WHAT YOU ARE ASKED TO DO: For the word "position", tally the lines of the data that contain it and give the tally alone.

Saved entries
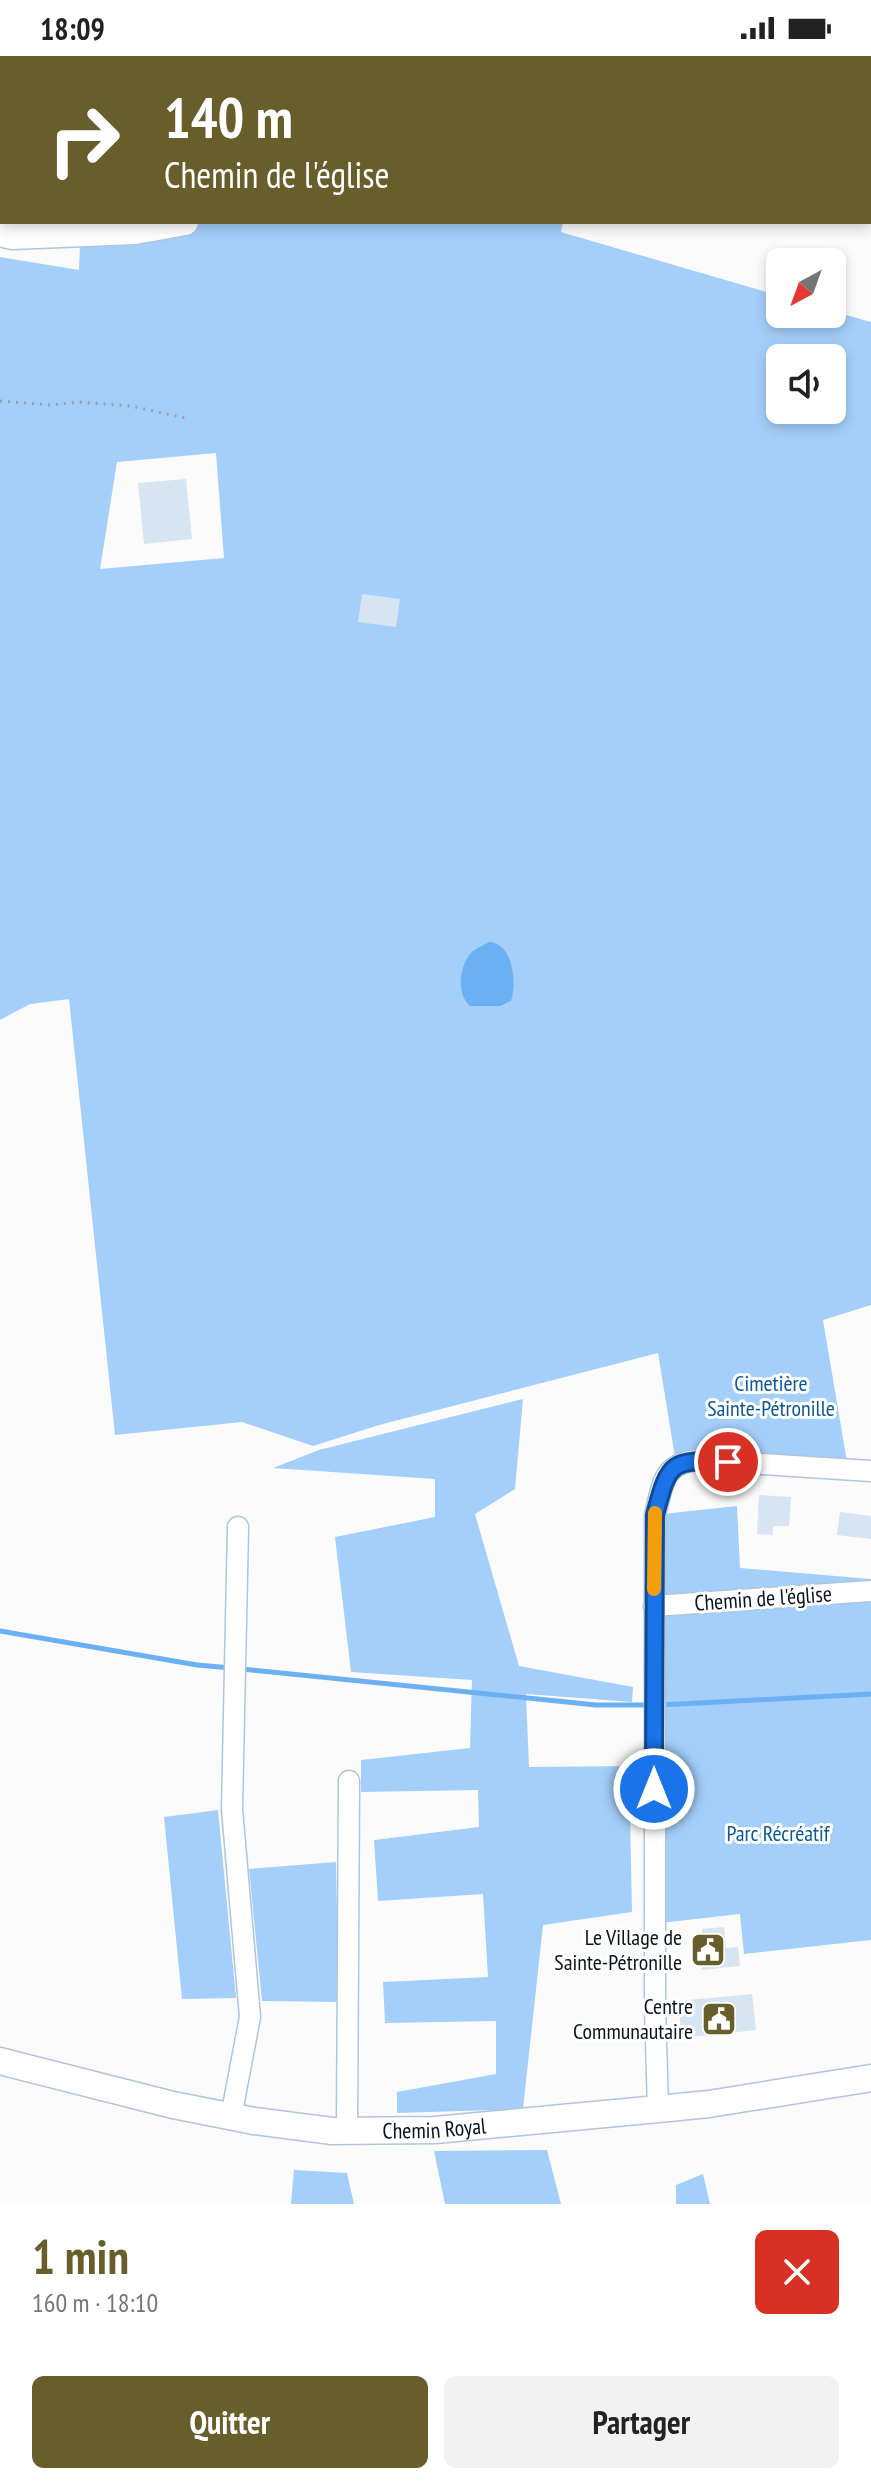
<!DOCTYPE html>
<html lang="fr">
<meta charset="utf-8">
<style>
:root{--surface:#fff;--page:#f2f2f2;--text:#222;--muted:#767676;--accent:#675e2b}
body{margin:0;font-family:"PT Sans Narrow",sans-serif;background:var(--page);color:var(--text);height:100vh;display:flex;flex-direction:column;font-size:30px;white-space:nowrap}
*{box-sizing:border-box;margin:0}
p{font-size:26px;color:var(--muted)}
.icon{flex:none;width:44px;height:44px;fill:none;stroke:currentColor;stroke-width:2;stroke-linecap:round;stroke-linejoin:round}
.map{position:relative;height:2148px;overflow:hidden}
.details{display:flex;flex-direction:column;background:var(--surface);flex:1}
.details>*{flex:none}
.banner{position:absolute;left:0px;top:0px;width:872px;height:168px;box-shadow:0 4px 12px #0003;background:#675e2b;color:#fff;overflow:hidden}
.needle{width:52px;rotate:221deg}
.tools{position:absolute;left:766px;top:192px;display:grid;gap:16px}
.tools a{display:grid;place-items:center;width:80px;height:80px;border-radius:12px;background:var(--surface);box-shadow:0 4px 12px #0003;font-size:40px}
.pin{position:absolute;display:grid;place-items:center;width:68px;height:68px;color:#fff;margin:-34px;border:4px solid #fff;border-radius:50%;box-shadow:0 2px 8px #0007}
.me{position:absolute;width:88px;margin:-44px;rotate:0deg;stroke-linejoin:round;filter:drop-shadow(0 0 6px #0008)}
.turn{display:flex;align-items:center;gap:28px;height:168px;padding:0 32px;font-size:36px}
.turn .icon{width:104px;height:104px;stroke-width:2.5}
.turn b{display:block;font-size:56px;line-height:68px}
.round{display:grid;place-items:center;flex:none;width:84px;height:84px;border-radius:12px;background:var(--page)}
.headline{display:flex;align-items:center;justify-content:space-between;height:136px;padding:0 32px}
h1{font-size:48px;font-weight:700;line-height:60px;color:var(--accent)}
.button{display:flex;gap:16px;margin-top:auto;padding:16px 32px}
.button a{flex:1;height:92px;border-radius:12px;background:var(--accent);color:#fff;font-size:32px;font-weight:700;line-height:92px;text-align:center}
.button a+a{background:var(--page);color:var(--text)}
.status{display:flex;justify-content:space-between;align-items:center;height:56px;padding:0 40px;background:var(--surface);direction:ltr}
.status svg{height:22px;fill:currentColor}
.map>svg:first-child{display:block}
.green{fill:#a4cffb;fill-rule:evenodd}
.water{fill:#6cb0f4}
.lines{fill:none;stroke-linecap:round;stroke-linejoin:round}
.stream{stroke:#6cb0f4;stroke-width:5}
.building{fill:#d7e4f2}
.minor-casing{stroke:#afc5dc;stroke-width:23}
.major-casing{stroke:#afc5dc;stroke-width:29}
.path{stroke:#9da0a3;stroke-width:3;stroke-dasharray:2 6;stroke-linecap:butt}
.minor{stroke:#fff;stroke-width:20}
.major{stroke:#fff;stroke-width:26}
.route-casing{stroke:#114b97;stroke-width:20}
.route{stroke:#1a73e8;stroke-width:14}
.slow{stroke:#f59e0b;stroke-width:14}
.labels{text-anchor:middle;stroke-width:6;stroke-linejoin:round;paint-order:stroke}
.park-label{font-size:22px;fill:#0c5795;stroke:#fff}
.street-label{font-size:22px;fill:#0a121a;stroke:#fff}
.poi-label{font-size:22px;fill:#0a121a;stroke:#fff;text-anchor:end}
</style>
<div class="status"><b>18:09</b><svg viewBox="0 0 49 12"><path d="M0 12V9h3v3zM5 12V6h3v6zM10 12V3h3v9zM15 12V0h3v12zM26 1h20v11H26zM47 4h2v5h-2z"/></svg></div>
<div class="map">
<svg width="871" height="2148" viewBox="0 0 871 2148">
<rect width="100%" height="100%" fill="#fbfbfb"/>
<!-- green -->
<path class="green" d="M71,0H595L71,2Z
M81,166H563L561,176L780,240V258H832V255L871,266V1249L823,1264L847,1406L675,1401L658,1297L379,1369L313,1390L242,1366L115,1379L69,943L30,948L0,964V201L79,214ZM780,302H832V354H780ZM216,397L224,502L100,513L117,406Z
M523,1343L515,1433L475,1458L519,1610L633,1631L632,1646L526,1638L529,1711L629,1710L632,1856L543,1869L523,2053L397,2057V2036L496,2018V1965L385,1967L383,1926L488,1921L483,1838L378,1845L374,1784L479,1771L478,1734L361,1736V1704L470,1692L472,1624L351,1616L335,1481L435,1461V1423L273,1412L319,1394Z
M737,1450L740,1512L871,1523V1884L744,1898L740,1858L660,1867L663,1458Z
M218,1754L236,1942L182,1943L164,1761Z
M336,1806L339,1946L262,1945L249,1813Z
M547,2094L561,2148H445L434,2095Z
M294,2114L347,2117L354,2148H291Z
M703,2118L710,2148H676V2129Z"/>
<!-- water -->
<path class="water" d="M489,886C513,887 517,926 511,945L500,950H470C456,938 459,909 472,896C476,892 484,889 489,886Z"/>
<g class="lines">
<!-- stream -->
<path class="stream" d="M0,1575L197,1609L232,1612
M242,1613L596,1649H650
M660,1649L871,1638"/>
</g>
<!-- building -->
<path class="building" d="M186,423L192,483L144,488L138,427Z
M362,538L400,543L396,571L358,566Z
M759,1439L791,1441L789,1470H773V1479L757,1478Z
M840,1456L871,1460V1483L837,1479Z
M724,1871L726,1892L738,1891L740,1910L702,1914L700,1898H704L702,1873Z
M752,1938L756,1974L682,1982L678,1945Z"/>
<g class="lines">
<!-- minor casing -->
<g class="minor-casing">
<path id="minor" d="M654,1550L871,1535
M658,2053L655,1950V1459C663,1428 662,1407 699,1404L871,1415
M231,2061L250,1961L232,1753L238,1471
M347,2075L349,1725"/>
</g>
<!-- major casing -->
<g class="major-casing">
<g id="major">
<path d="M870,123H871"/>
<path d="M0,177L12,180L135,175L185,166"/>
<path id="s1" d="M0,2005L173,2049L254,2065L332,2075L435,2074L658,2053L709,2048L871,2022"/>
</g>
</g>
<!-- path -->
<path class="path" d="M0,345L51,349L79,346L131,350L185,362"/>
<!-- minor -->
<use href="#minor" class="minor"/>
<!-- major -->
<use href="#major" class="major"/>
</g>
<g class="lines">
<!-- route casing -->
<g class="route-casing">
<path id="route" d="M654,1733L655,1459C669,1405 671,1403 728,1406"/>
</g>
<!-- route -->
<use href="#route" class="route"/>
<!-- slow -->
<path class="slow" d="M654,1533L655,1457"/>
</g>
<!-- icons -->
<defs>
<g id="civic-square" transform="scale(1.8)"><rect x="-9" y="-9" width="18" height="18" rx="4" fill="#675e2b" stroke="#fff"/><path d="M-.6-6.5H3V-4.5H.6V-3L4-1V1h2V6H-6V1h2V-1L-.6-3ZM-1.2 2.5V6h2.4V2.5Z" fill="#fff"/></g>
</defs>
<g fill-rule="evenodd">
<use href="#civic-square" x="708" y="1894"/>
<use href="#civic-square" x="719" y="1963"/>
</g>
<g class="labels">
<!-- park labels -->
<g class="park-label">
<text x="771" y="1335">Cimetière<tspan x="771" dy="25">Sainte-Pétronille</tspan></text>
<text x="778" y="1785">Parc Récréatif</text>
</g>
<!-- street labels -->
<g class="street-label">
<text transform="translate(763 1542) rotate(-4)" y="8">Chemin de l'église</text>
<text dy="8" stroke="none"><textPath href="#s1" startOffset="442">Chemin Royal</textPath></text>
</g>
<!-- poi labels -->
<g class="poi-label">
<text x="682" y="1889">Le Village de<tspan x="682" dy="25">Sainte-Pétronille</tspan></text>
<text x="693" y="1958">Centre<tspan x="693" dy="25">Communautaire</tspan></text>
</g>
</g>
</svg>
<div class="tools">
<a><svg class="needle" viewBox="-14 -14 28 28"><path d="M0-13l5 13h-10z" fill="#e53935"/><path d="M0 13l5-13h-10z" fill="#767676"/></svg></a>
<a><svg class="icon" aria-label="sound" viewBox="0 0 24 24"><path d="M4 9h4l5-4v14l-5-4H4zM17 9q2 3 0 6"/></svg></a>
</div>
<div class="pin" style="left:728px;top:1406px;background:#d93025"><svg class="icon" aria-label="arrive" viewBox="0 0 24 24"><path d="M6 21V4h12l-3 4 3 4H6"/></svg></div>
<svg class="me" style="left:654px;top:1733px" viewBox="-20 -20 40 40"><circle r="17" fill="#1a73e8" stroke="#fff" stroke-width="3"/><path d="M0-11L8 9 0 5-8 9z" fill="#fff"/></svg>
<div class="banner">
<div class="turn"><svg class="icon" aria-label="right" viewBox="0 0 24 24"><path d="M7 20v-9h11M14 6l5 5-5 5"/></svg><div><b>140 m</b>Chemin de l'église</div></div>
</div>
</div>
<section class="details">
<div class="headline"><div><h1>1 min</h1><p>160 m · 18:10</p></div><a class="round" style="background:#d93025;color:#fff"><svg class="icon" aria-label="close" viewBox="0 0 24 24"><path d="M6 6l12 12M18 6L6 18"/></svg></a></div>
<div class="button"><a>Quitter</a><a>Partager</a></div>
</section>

RESULT: 5